907 views update:Jul 28, 2006

Egg-vertising - adds on eggs

Eggciting news popped up on my screen last week. The American TV network CBS enlisted eggs to attract viewers.

Eggciting news popped up on my screen last week. The American TV network CBS enlisted eggs to attract viewers.

The company's logo and slogans linked to the network and its series will appear with coded expiration dates on eggs sold by grocers. More than 35 million eggs will be marked with phrases such as "CSI: Crack the Case on CBS" and "The Class, New Grade-A CBS Comedy" as part of a deal between the CBS Marketing Group and EggFusion , an egg-coding company.

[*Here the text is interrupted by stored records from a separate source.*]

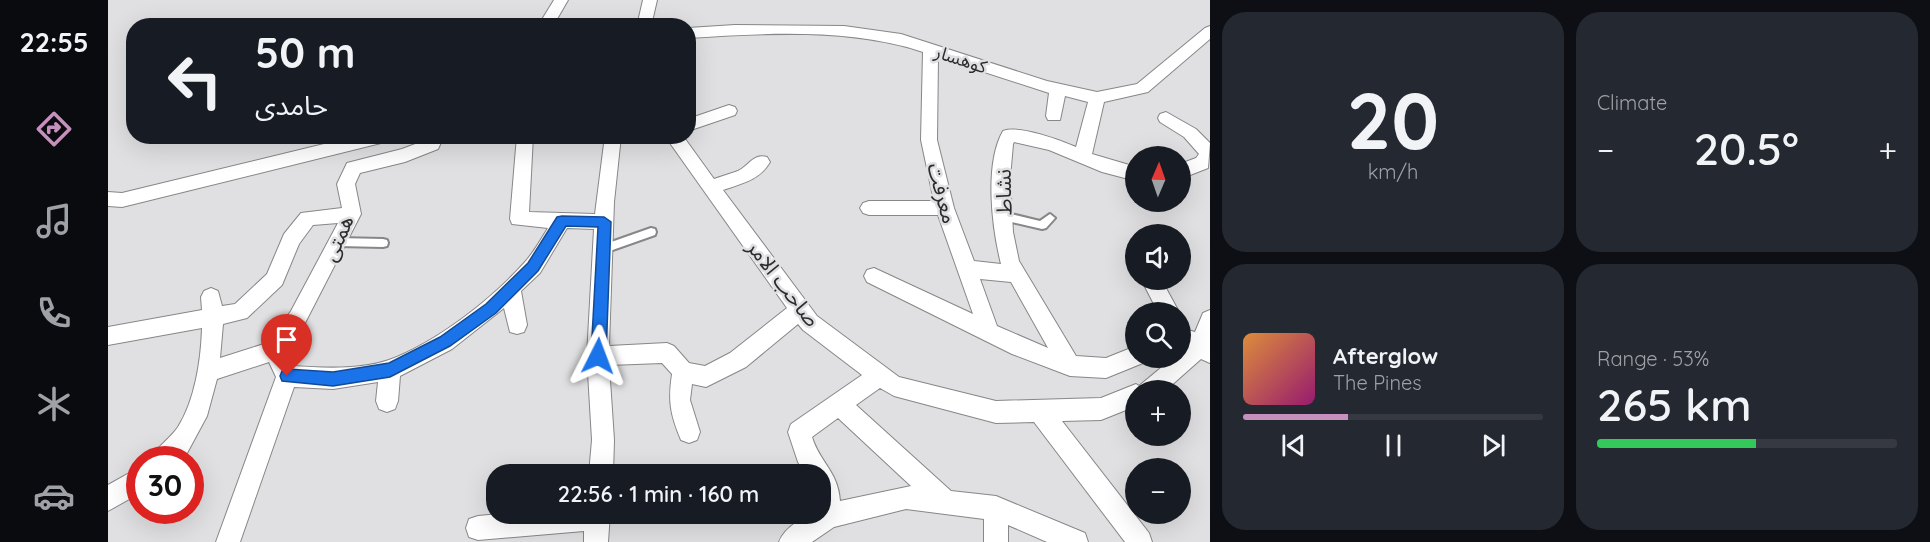 <!DOCTYPE html>
<meta charset="utf-8">
<style>
body{margin:0;font-family:Quicksand,"Noto Sans Arabic",sans-serif;background:#242831;color:#f1f3f6;height:100vh;display:flex;flex-direction:column;font-size:22px;white-space:nowrap}
*{box-sizing:border-box;margin:0}
p{font-size:20px;color:#9ea1a6}
.icon{flex:none;width:33px;height:33px;fill:none;stroke:currentColor;stroke-width:2;stroke-linecap:round;stroke-linejoin:round}
.map{position:relative;flex:1;overflow:hidden}
.sheet{display:flex;flex-direction:column;gap:12px;padding:12px;background:#0d0f14;width:720px}
.sheet>*{flex:none}
.top-card{position:absolute;left:18px;top:18px;width:570px;height:126px;border-radius:24px;box-shadow:0 6px 24px #0002;background:#171b24;color:#f1f3f6;overflow:hidden}
.needle{width:39px;rotate:2deg}
.fabs{position:absolute;left:1017px;top:146px;display:grid;gap:12px}
.fabs a{display:grid;place-items:center;width:66px;height:66px;border-radius:50%;background:#171b24;box-shadow:0 6px 24px #0002;font-size:30px}
.speed{position:absolute;left:18px;top:446px;display:flex;gap:12px;font-size:30px;font-weight:700;text-align:center}
.speed>*{display:grid;place-content:center;width:78px;height:78px;border-radius:50%;background:#171b24;box-shadow:0 6px 24px #0002;line-height:1}
.speed .limit{border:9px solid #d22;background:#fff;color:#111}
.pin{position:absolute;display:grid;place-items:center;width:51px;height:51px;color:#fff;margin:-62px -26px;border-radius:50% 50% 50% 0;rotate:-45deg;box-shadow:0 0 6px #0007}
.pin .icon{rotate:45deg}
.me{position:absolute;width:66px;margin:-33px;rotate:3deg;stroke-linejoin:round;filter:drop-shadow(0 0 4px #0008)}
.turn{display:flex;align-items:center;gap:21px;height:126px;padding:0 30px;font-size:27px}
.turn .icon{width:78px;height:78px;stroke-width:2.5}
.turn b{display:block;font-size:42px;line-height:51px}
.big{font-size:45px;font-weight:600;line-height:1.1}
.sheet .card{flex:1;display:flex;flex-direction:column;justify-content:center;gap:9px;min-width:0;padding:0 21px;border-radius:24px;background:#242831}
.sheet .dial{align-items:center;gap:0}
.dial b{font-size:78px;line-height:1}
.song{display:flex;align-items:center;gap:18px}
.cover{width:72px;height:72px;border-radius:9px;background:linear-gradient(135deg,hsl(30 70% 55%),hsl(320 70% 35%))}
.played{height:6px;border-radius:3px;background:linear-gradient(90deg,#c590bc 35%,#363941 35%)}
.keys{display:flex;justify-content:space-around;direction:ltr}
.heat{display:flex;justify-content:space-between;align-items:center;font-size:33px;direction:ltr}
.charge{height:9px;border-radius:4px;background:linear-gradient(90deg,#34c759 53%,#363941 0)}
.sheet .tiles{flex:1;display:grid;gap:12px;grid-template-columns:repeat(2,1fr)}
.trip{position:absolute;left:378px;top:464px;width:345px;height:60px;border-radius:24px;background:#171b24;box-shadow:0 6px 24px #0002;font-weight:600;line-height:60px;text-align:center}
main{display:flex;flex:1;min-height:0}
.tab-bar{display:flex;flex-direction:column;width:108px;justify-content:space-around;align-items:center;background:#090b0e;color:#9ea1a6}
.tab-bar .icon{width:42px;height:42px}
.tab-bar .on{color:#c590bc}
.tab-bar b{font-size:27px;color:#f1f3f6}
.map>svg:first-child{display:block}
.lines{fill:none;stroke-linecap:round;stroke-linejoin:round}
.service-casing{stroke:#878688;stroke-width:4}
.minor-casing{stroke:#878688;stroke-width:2}
.service{fill:#fff;fill-rule:evenodd}
.minor{fill:#fff;fill-rule:evenodd}
.route{fill:#1a73e8;stroke:#114b97;stroke-width:1.5}
.labels{text-anchor:middle;dominant-baseline:central;stroke-width:5;stroke-linejoin:round;paint-order:stroke}
.far-street-label{font-size:18px;fill:#2d2c2d;stroke:#e0dfe1}
.street-label{font-size:21px;fill:#2d2c2d;stroke:#e0dfe1}
</style>
<main>
<nav class="tab-bar">
<b>22:55</b>
<svg class="icon on" aria-label="directions" viewBox="0 0 24 24"><path d="M12 3l9 9-9 9-9-9zM9 14v-3h6M13 9l2 2-2 2"/></svg>
<svg class="icon" aria-label="music" viewBox="0 0 24 24"><path d="M9 18V5l10-2v13"/><circle cx="6" cy="18" r="3"/><circle cx="16" cy="16" r="3"/></svg>
<svg class="icon" aria-label="phone" viewBox="0 0 24 24"><path d="M5 4h4l2 5-3 2q2 4 5 5l2-3 5 2v4C11 20 4 13 5 4z"/></svg>
<svg class="icon" aria-label="climate" viewBox="0 0 24 24"><path d="M12 3v18M4 7l16 10M4 17L20 7"/></svg>
<svg class="icon" aria-label="car" viewBox="0 0 24 24"><path d="M5 17H2v-5l4-1 3-4h7l3 4 3 1v5h-3M9 17h6M6 11h13"/><circle cx="7" cy="17" r="2"/><circle cx="17" cy="17" r="2"/></svg>
</nav>
<div class="map">
<svg width="1102" height="542" viewBox="0 0 1102 542">
<rect width="100%" height="100%" fill="#e0dfe1"/>
<g class="lines">
<g class="service-casing">
<g id="service">
<polygon points="895,212 932,221 942,214 947,218 938,228 934,229 891,219 890,216"/>
<polygon points="543,228 547,229 548,232 547,235 496,253 492,252 491,249 492,246"/>
<polygon points="230,238 275,239 279,240 280,243 279,246 275,247 230,246 226,245 225,242 226,239"/>
</g>
</g>
<g class="minor-casing">
<g id="minor">
<polygon points="446,0 460,0 445,26 430,26"/>
<polygon points="535,0 549,0 543,26 529,26"/>
<path d="M627 25 736 26 793 34 939 81 989 92 1029 84 1097 28 1102 26V39L1040 92 996 102 984 154 1028 167V181L994 172 941 150 906 142 905 144 902 178 905 232 911 261 968 356 998 358 1028 346V357H1038L1035 363 998 378 962 376 904 354 759 282 756 276 759 270 766 268 865 314 830 215H761L755 213 752 208 755 203 761 201H826L813 140 815 52C743 28 656 33 580 38V28ZM830 57 941 93 938 116 940 120H952L957 96 980 102 968 147C952 140 912 125 895 131 876 164 884 228 893 264L866 261 846 208 829 140ZM872 279 903 282 940 348 889 326Z"/>
<polygon points="621,105 627,107 629,111 627,115 580,131 580,119"/>
<polygon points="1058,112 1088,129 1102,143 1100,168 1072,179 1072,164 1088,158 1091,154 1076,137 1052,122 1050,118 1052,114"/>
<polygon points="249,136 285,136 283,140 277,142 14,207 0,206 0,192 14,193"/>
<path d="M319 136H336L330 149 297 162 252 173 247 184 253 214 197 323 178 352 185 366C215 368 252 370 281 360 329 342 383 300 417 262 426 252 433 239 440 228L404 224 402 219 409 136H425L421 212 487 214 497 136H513L506 202 501 346 559 343 566 346 581 363 597 366 622 353 679 308 557 136H575L606 179C614 176 622 174 630 171 641 166 645 153 659 157L662 162C652 180 632 184 615 190L709 316 791 377 888 401 993 398 1028 384 1031 386 1066 357H1072V351L1076 347H1072V328L1087 332 1095 313 1102 310V363L1093 359 1058 390H1028V406L993 420 954 421 1041 533 1044 542H1017L926 422 888 423 786 396 772 388 748 405 843 491 888 496 977 533 980 542H939L900 525V542H876V519L798 509 726 527 704 542H671C676 528 698 513 712 513V474H697L690 462 680 432 683 424 754 375 695 330 690 324 638 367 598 387 584 384 582 400 592 432 589 440 581 443 573 440C562 414 560 401 564 374L554 363 501 365 506 440 505 474H481L484 440 479 356 486 229 459 228 432 273 413 291 419 325 416 332 409 334 402 332 396 308 344 349 292 376 290 401 287 409 279 412 271 409 268 401 270 382 225 389 186 387 132 542H108L168 377 161 362 109 379 99 416 78 455 74 459H43C49 446 62 439 70 427 87 400 93 360 94 328L0 345V327L94 310 93 297 96 291 103 288 110 291 114 306 127 304 159 274 176 234 193 213 234 208 229 184 239 163 294 149 318 140ZM230 223 183 311 159 343 112 358 115 324 139 318 174 285 191 244 205 225ZM730 418 803 486 732 501C730 471 712 463 704 437Z"/>
<polygon points="1033,279 1053,279 1071,312 1050,312"/>
<polygon points="32,467 32,493 0,511 0,485"/>
<polygon points="403,513 502,513 500,542 476,542 476,531 370,540 361,537 358,528 361,519 370,516"/>
</g>
</g>
<use href="#service" class="service"/>
<use href="#minor" class="minor"/>
</g>
<polygon class="route" points="454,216 496,217 503,222 498,356 496,361 490,363 485,361 483,356 490,227 458,226 430,271 388,313 342,346 282,377 225,386 174,381 172,376 174,371 179,369 225,372 281,363 332,337 378,304 420,263 449,217"/>
<g class="labels">
<g class="far-street-label">
<text transform="translate(853 59) rotate(18)">کوهسار</text>
</g>
<g class="street-label">
<text transform="translate(895 192) rotate(-91)">نشاط</text>
<text transform="translate(835 193) rotate(75)">معرفت</text>
<text transform="translate(229 238) rotate(-66)">همتی</text>
<text transform="translate(676 283) rotate(52)">صاحب الامر</text>
</g>
</g>
</svg>
<div class="fabs">
<a><svg class="needle" viewBox="-14 -14 28 28"><path d="M0-13l5 13h-10z" fill="#e53935"/><path d="M0 13l5-13h-10z" fill="#9ea1a6"/></svg></a>
<a><svg class="icon" aria-label="sound" viewBox="0 0 24 24"><path d="M4 9h4l5-4v14l-5-4H4zM17 9q2 3 0 6"/></svg></a>
<a><svg class="icon" aria-label="search" viewBox="0 0 24 24"><circle cx="10" cy="10" r="6"/><path d="M15 15l6 6"/></svg></a>
<a>+</a>
<a>−</a>
</div>
<div class="speed"><div class="limit">30</div></div>
<div class="pin" style="left:179px;top:376px;background:#d93025"><svg class="icon" aria-label="arrive" viewBox="0 0 24 24"><path d="M6 21V4h12l-3 4 3 4H6"/></svg></div>
<svg class="me" style="left:490px;top:356px" viewBox="-20 -20 40 40"><path d="M0-17L14 15 0 8-14 15z" fill="#1a73e8" stroke="#fff" stroke-width="4"/></svg>
<div class="trip">22:56 · 1 min · 160 m</div>
<div class="top-card">
<div class="turn"><svg class="icon" aria-label="left" viewBox="0 0 24 24"><path d="M17 20v-9H6M10 6l-5 5 5 5"/></svg><div><b>50 m</b>حامدی</div></div>
</div>
</div>
<section class="sheet">
<div class="tiles">
<div class="card dial"><b>20</b><p>km/h</p></div>
<div class="card"><p>Climate</p>
<div class="heat"><a>−</a><b class="big">20.5°</b><a>+</a></div>
</div>
<div class="card">
<div class="song"><i class="cover"></i><div><b>Afterglow</b><p>The Pines</p></div></div>
<div class="played"></div>
<div class="keys"><svg class="icon" aria-label="previous" viewBox="0 0 24 24"><path d="M18 5L8 12l10 7zM5 5v14"/></svg><svg class="icon" aria-label="pause" viewBox="0 0 24 24"><path d="M8 5v14M16 5v14"/></svg><svg class="icon" aria-label="next" viewBox="0 0 24 24"><path d="M6 5l10 7-10 7zM19 5v14"/></svg></div>
</div>
<div class="card"><p>Range · 53%</p><b class="big">265 km</b><div class="charge"></div></div>
</div>
</section>
</main>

The campaign will begin in September to attract viewers when the new TV season starts. The campaign is part of what the network is calling its "Outernet strategy," an effort to reach viewers "outside their homes as they go about their daily lives," the network said in a statement. "Shelling Out Laughs," "Funny Side Up," and "The Class: New Grade-A CBS Comedy" are other series to help make the viewer's TV-watching decisions over-easy in 2006-07," said George Schweitzer, president of the CBS marketing group.

CBS is the first advertiser to use this writing-on-eggs technology, which was developed by EggFusion, based in Deerfield, Ill. USA. It makes use of laser technology to create the messages as well as the expiration dates on eggs. The laser etches the shell without the use of ink. It is safe and almost maintenance-free. The system can be fitted onto graders instead of the current ink jet printers.

EggFusion received the official EU approval and will soon have their first talks with interested packers and supermarkets to launch the idea there as well. To make the changeover more attractive, EggFusion offers the equipment for about the same price as typical ink jets. A typical system ready for fitting on a large grader can laser print codes and advertising messages on up to 140,000 eggs per hour.

Isn't a great way to reach people with your message in an unexpected way? It opens up new options for the egg industry to generate more money. Soon the question will be raised where that money will go. Is the packer the winner or is there something in if for the producers as well? Time will tell.